> _WHAT YOU SHOULD DO_
The lines to copy are those with "this" in them. Pull each one from the entries below.

--- DATA TO EXAMINE ---

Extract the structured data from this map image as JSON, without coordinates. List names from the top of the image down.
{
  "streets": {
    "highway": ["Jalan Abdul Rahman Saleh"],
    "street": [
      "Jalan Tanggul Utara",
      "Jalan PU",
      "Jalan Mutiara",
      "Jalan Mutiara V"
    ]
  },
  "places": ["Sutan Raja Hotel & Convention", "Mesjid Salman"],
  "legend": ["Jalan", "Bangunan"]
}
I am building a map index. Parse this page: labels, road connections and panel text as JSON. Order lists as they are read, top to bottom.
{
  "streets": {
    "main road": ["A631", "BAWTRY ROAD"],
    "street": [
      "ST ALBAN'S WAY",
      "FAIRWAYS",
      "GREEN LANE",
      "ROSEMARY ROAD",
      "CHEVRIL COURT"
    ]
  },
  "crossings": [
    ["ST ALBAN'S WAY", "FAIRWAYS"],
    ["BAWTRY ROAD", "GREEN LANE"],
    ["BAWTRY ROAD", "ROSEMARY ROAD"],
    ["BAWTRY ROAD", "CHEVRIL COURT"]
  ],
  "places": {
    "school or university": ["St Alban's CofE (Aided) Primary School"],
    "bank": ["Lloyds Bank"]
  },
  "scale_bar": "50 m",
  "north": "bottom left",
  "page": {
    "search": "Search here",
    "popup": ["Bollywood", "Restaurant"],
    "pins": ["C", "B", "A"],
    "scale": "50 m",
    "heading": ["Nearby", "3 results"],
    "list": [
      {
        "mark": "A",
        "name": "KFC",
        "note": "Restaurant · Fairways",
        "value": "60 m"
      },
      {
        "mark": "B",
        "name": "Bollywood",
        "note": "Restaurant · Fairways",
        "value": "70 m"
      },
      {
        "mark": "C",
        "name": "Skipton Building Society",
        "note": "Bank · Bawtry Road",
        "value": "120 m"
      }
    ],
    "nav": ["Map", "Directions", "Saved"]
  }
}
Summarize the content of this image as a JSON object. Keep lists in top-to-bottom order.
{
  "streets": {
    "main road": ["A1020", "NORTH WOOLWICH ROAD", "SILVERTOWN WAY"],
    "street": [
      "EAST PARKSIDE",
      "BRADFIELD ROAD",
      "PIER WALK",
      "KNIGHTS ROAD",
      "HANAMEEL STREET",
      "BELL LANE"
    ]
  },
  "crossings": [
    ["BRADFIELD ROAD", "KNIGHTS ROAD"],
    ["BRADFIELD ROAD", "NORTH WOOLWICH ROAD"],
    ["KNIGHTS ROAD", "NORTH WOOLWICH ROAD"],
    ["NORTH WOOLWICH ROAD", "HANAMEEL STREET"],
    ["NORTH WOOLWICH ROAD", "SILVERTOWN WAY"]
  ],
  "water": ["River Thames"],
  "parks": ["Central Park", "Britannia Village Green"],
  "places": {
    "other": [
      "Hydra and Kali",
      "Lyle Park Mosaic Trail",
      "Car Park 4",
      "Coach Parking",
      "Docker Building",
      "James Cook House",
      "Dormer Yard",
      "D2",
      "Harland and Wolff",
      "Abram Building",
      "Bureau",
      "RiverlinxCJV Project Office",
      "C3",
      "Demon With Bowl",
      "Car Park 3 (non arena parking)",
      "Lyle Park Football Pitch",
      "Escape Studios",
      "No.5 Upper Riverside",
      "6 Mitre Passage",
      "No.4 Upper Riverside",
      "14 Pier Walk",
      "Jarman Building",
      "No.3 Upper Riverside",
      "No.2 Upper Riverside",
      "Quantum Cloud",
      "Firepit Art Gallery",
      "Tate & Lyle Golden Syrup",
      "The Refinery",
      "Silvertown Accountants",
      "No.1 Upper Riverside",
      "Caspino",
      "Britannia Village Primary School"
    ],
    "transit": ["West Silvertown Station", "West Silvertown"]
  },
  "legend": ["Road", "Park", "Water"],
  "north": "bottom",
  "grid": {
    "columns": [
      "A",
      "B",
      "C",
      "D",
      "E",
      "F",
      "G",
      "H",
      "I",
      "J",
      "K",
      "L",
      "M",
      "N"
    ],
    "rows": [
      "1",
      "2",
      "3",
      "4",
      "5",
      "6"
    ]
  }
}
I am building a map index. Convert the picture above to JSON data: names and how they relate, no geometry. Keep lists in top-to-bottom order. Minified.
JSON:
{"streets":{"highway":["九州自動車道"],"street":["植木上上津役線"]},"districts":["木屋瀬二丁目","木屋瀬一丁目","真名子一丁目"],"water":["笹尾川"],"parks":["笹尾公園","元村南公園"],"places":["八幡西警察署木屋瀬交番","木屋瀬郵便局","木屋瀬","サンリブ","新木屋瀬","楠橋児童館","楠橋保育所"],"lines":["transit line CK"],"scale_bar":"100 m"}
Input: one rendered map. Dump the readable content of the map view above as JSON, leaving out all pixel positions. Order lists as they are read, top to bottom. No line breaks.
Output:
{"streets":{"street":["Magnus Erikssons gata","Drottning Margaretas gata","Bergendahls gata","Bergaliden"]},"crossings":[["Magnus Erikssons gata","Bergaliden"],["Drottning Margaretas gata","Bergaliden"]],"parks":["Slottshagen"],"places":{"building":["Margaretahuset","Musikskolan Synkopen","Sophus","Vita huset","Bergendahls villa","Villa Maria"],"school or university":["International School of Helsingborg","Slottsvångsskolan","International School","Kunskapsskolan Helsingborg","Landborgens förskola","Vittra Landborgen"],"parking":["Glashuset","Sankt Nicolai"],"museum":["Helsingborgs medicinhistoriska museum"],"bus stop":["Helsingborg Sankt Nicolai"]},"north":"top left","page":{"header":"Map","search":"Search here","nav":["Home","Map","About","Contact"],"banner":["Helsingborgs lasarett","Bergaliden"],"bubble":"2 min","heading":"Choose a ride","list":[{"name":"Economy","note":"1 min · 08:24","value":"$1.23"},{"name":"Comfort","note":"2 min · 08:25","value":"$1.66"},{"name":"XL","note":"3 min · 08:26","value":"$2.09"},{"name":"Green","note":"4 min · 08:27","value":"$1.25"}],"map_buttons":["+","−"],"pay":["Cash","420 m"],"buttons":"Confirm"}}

---

> _RESPONSE TO THE EXERCISE_
Extract the structured data from this map image as JSON, without coordinates. List names from the top of the image down.
I am building a map index. Parse this page: labels, road connections and panel text as JSON. Order lists as they are read, top to bottom.
Summarize the content of this image as a JSON object. Keep lists in top-to-bottom order.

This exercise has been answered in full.